"""

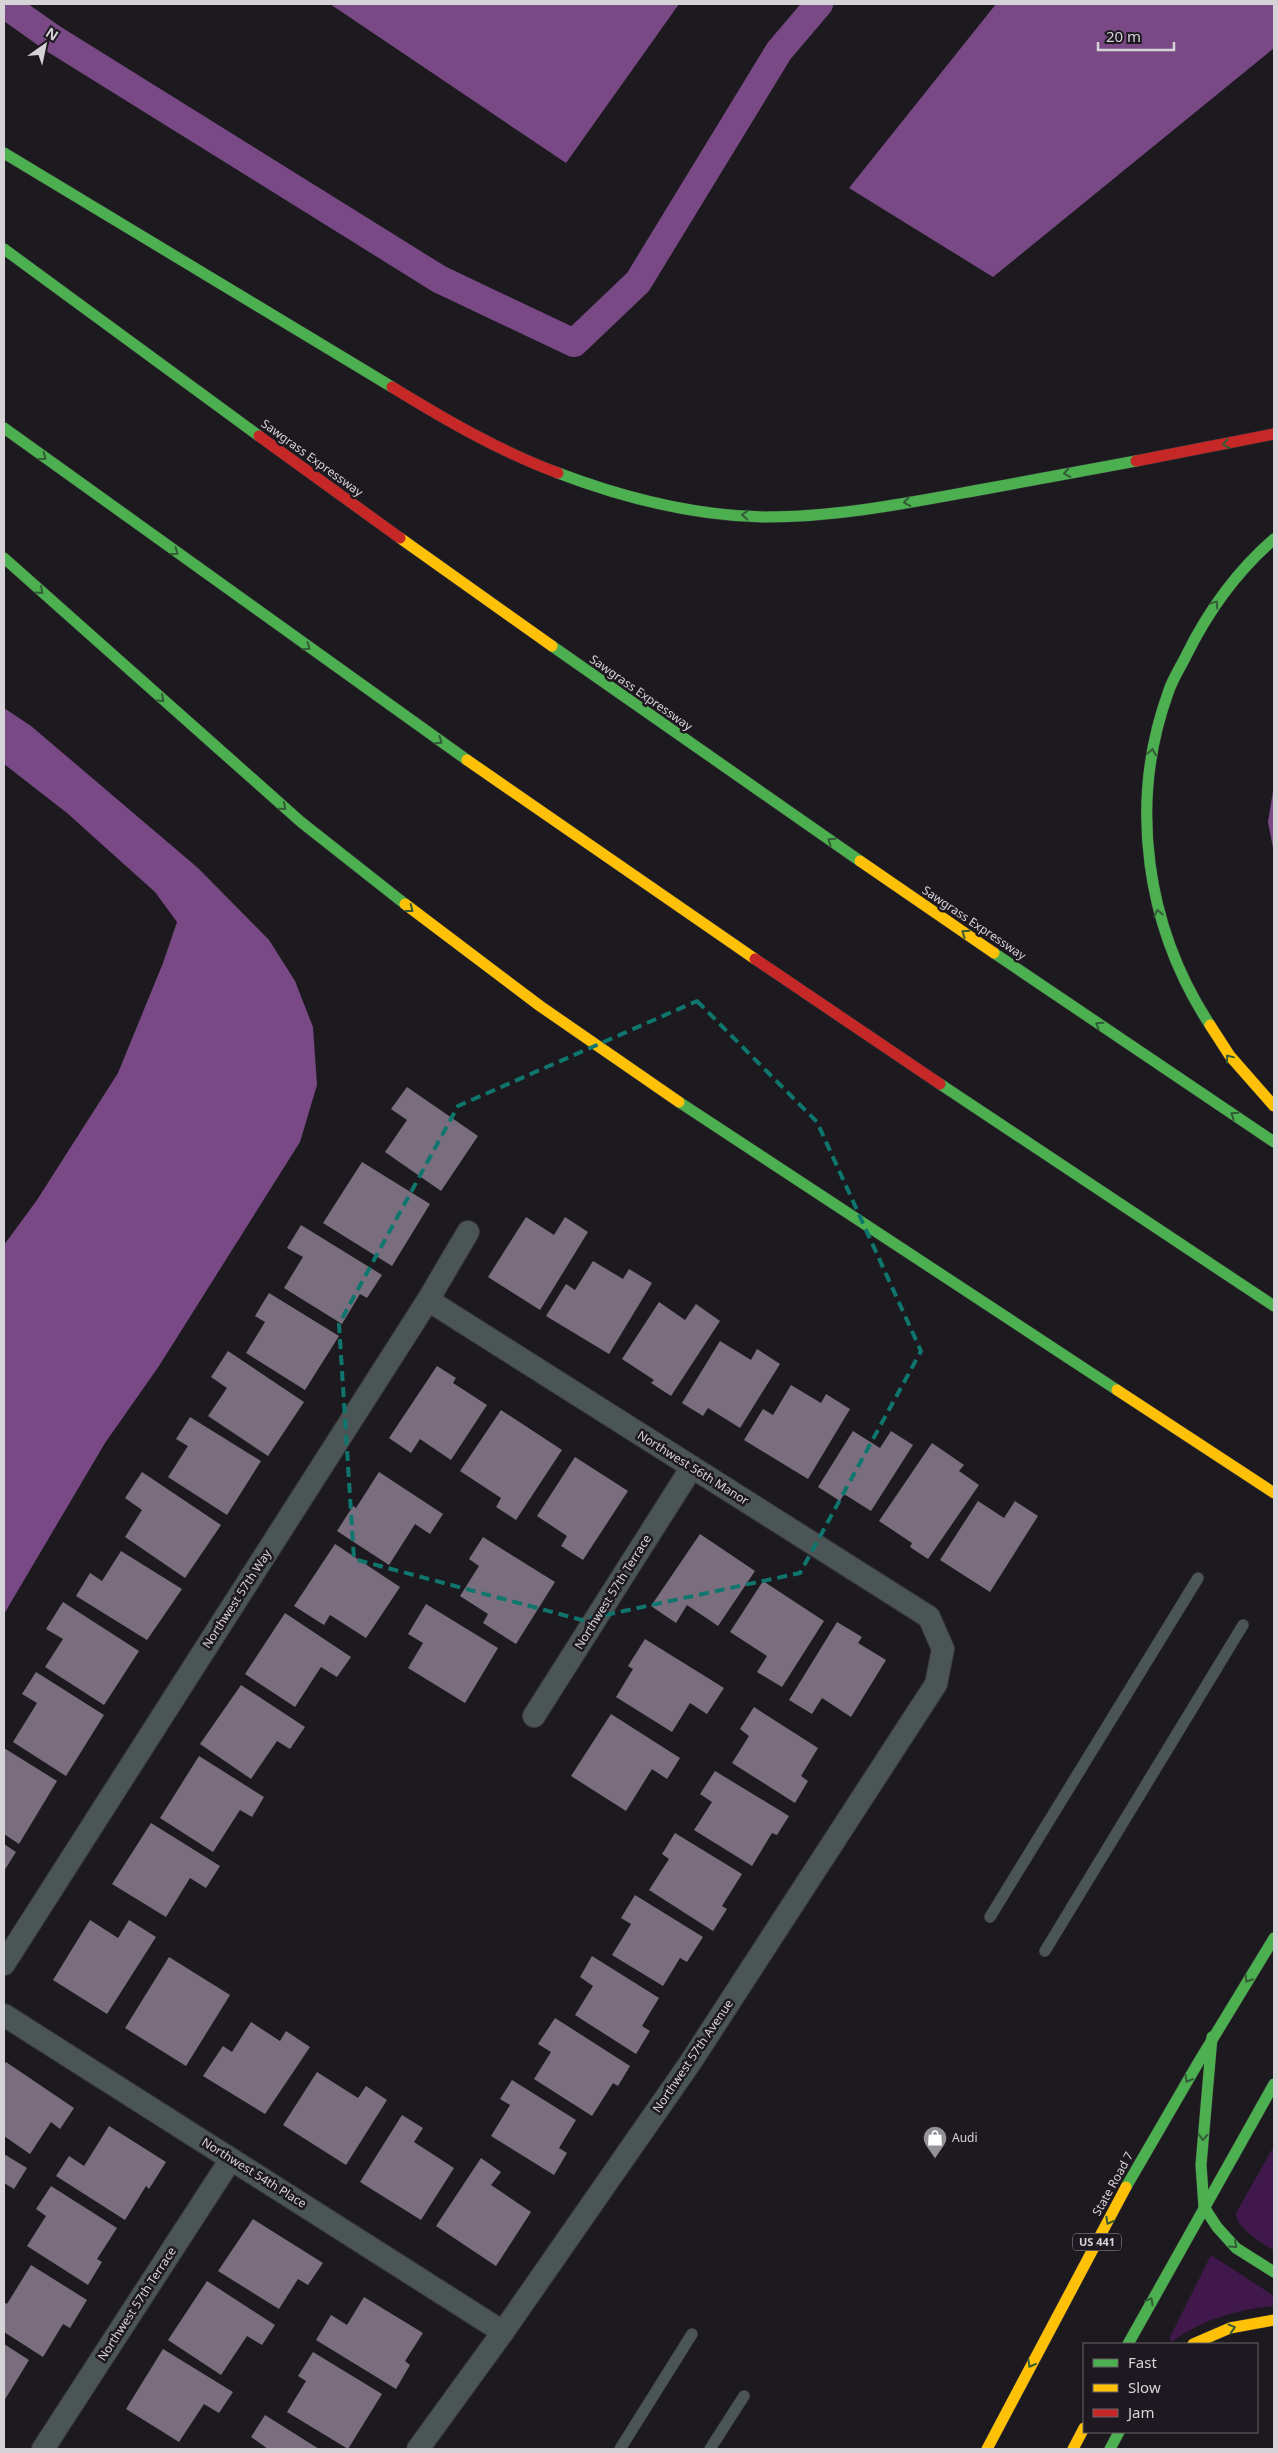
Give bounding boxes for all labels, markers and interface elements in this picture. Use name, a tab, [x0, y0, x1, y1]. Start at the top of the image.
north arrow	[20, 20, 70, 70]
scale bar	[1098, 20, 1174, 52]
text: N	[42, 23, 62, 45]
text: 20 m	[1106, 26, 1141, 46]
street label: Sawgrass Expressway	[258, 415, 367, 501]
one-way arrow	[1222, 438, 1231, 448]
one-way arrow	[37, 451, 46, 459]
one-way arrow	[1062, 468, 1071, 478]
one-way arrow	[902, 497, 911, 507]
one-way arrow	[741, 509, 749, 520]
one-way arrow	[169, 546, 179, 555]
one-way arrow	[35, 585, 44, 594]
one-way arrow	[1209, 600, 1218, 610]
one-way arrow	[301, 641, 311, 650]
street label: Sawgrass Expressway	[586, 651, 697, 735]
one-way arrow	[155, 694, 164, 703]
one-way arrow	[434, 735, 443, 744]
one-way arrow	[1146, 747, 1156, 756]
one-way arrow	[277, 801, 286, 809]
one-way arrow	[827, 838, 836, 847]
street label: Sawgrass Expressway	[919, 881, 1030, 964]
one-way arrow	[404, 903, 413, 911]
one-way arrow	[1153, 908, 1164, 917]
one-way arrow	[961, 930, 970, 939]
one-way arrow	[1095, 1022, 1105, 1031]
one-way arrow	[1227, 1055, 1235, 1064]
one-way arrow	[1230, 1112, 1239, 1122]
street label: Northwest 56th Manor	[634, 1426, 752, 1509]
street label: Northwest 57th Terrace	[570, 1531, 655, 1652]
street label: Northwest 57th Way	[198, 1545, 275, 1652]
one-way arrow	[1245, 1974, 1255, 1983]
street label: Northwest 57th Avenue	[648, 1996, 737, 2116]
one-way arrow	[1184, 2074, 1194, 2083]
shop icon: Audi	[922, 2125, 948, 2159]
place label: Audi	[952, 2129, 978, 2146]
street label: Northwest 54th Place	[199, 2133, 310, 2212]
one-way arrow	[1197, 2134, 1208, 2142]
street label: State Road 7	[1088, 2149, 1137, 2219]
one-way arrow	[1105, 2215, 1115, 2224]
road number: US 441	[1073, 2234, 1121, 2250]
one-way arrow	[1228, 2239, 1237, 2248]
street label: Northwest 57th Terrace	[93, 2243, 180, 2364]
one-way arrow	[1144, 2297, 1154, 2306]
one-way arrow	[1228, 2323, 1236, 2333]
legend	[1083, 2343, 1258, 2433]
text: Fast	[1128, 2352, 1157, 2372]
one-way arrow	[1027, 2358, 1037, 2367]
text: Slow	[1128, 2377, 1161, 2397]
text: Jam	[1126, 2402, 1155, 2422]

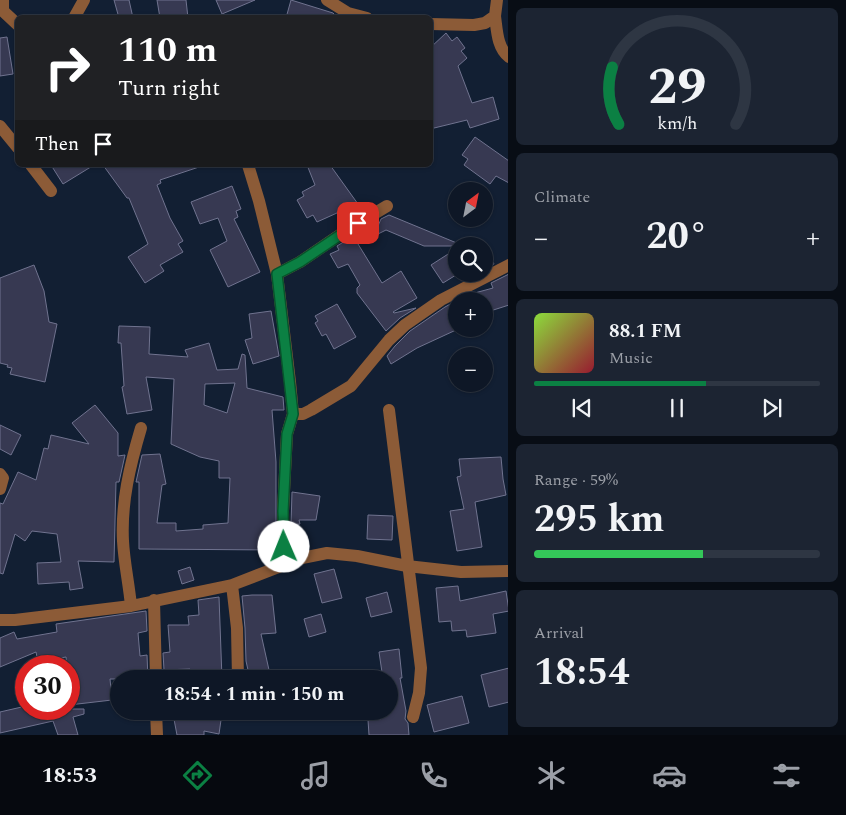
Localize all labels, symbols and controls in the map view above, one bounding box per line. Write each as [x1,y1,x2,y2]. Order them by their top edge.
text: 110 m [118,24,217,77]
icon: right [35,35,100,100]
text: 29 [648,48,706,127]
text: Turn right [118,72,220,105]
text: km/h [657,110,697,137]
text: Then [35,130,79,159]
icon: arrive [89,130,117,158]
north arrow [448,182,492,228]
map controls [448,182,493,392]
text: Climate [534,185,590,209]
pin [337,202,379,244]
text: 20° [646,208,708,266]
icon: arrive [344,209,372,237]
text: − [534,217,548,260]
text: + [806,217,820,260]
button: search [448,237,493,282]
button: + [448,292,493,337]
text: 88.1 FM [609,317,682,346]
text: Music [609,346,653,370]
button: − [448,347,493,392]
icon: previous [568,394,596,422]
icon: pause [663,394,691,422]
icon: next [758,394,786,422]
text: Range · 59% [534,468,618,492]
text: 295 km [534,491,665,549]
position arrow [257,520,309,572]
text: Arrival [534,621,584,645]
text: 18:54 [534,644,629,702]
speed limit sign: 30 [15,655,80,720]
text: 18:54 · 1 min · 150 m [164,680,344,709]
icon: directions [180,758,215,793]
icon: music [298,758,333,793]
icon: phone [416,758,451,793]
icon: climate [534,758,569,793]
icon: car [652,758,687,793]
icon: filters [769,758,804,793]
text: 18:53 [41,759,97,792]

"""

# WHAT YOU ARE ASKED TO DO
Give back exactly the lines running from the line that has "Localize all labels, symbols" to the end of the entries above.

# SOLUTION FOR THIS EXERCISE
Localize all labels, symbols and controls in the map view above, one bounding box per line. Write each as [x1,y1,x2,y2]. Order them by their top edge.
text: 110 m [118,24,217,77]
icon: right [35,35,100,100]
text: 29 [648,48,706,127]
text: Turn right [118,72,220,105]
text: km/h [657,110,697,137]
text: Then [35,130,79,159]
icon: arrive [89,130,117,158]
north arrow [448,182,492,228]
map controls [448,182,493,392]
text: Climate [534,185,590,209]
pin [337,202,379,244]
text: 20° [646,208,708,266]
icon: arrive [344,209,372,237]
text: − [534,217,548,260]
text: + [806,217,820,260]
button: search [448,237,493,282]
button: + [448,292,493,337]
text: 88.1 FM [609,317,682,346]
text: Music [609,346,653,370]
button: − [448,347,493,392]
icon: previous [568,394,596,422]
icon: pause [663,394,691,422]
icon: next [758,394,786,422]
text: Range · 59% [534,468,618,492]
text: 295 km [534,491,665,549]
position arrow [257,520,309,572]
text: Arrival [534,621,584,645]
text: 18:54 [534,644,629,702]
speed limit sign: 30 [15,655,80,720]
text: 18:54 · 1 min · 150 m [164,680,344,709]
icon: directions [180,758,215,793]
icon: music [298,758,333,793]
icon: phone [416,758,451,793]
icon: climate [534,758,569,793]
icon: car [652,758,687,793]
icon: filters [769,758,804,793]
text: 18:53 [41,759,97,792]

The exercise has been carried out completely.